11. Não entrando em linha de conta o prazo de três dias, porque não usado, sendo o prazo de interposição deste recurso extraordinário o de 30 dias, a contar do trânsito em julgado do acórdão proferido em último lugar, tal prazo findou no passado dia 31 de Janeiro (términus inicial em 29.01.2022, sábado, passou para a 2ª feira, 1.º dia útil seguinte 31.01.2022, art. 138.º/2, C.P.C., ex vi art. 104.º/1, CPP).

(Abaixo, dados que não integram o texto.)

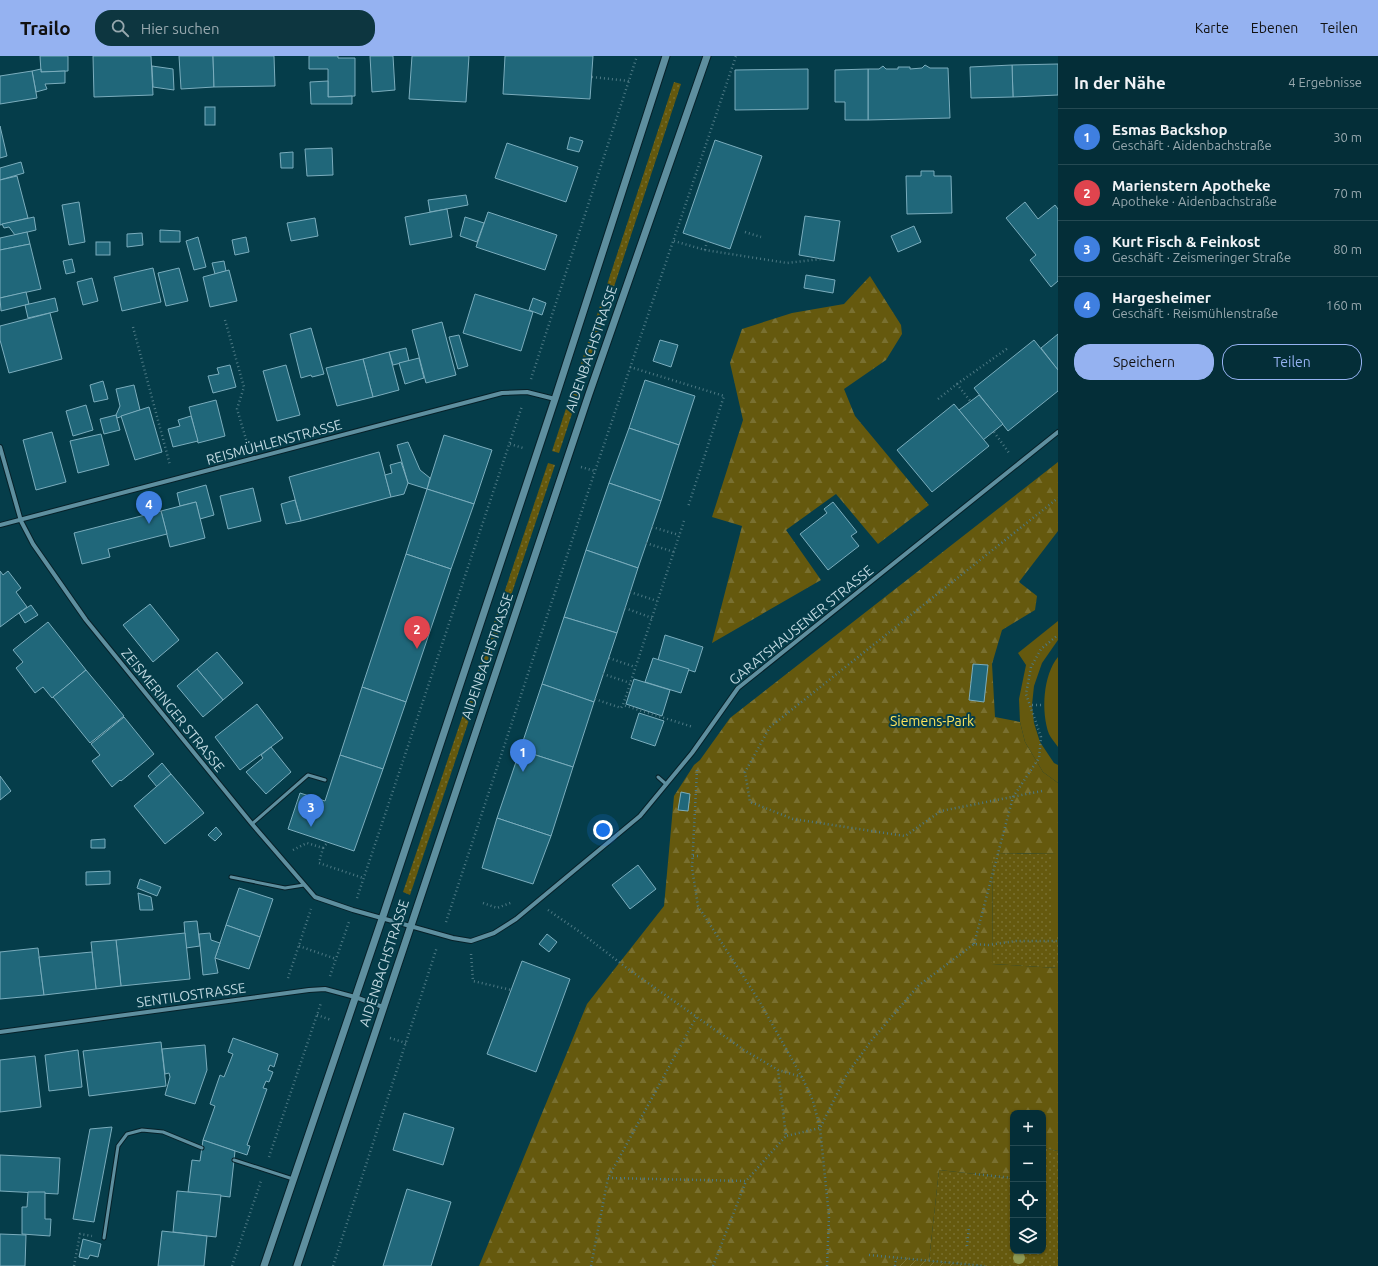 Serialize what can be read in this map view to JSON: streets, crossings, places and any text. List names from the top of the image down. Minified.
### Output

12. Interposto o recurso de fixação de jurisprudência no dia 1 de fevereiro de 2022, ocorreu no 1.º dia útil, após o termo do prazo legalmente previsto para o efeito (art. 438.º/1, CPP). Notificado para proceder ao pagamento da multa devida pela prática do ato processual em causa, nos termos das disposições conjugadas dos artigos 107.º-A/a, CPP e 139.º/6, CPC, o requerente sustentou a posição já referida e deixou decorrer o prazo estipulado para o efeito e não pagou a multa devida (cf. informação de 19.04.2022, com a referência 10787371). Assim, a interposição do presente recurso extraordinário de fixação de jurisprudência não foi tempestiva, mas verificou-se depois de decorrido o prazo legal, o que constitui motivo de inadmissibilidade legal do mesmo, conducente à sua rejeição (arts 438.º/1, 440.º/3/4, e 441.º/1, 1ª parte, CPP).

III.

Nestes termos e com tais fundamentos, acorda-se em rejeitar o recurso.

Custas pelo recorrente, fixando-se a taxa de justiça em 7 UCs a que acresce o pagamento de 4 UCs a título de sanção processual – artigos 448º e 420º, n.º 3.

*

Supremo Tribunal de Justiça 23 de junho de 2022.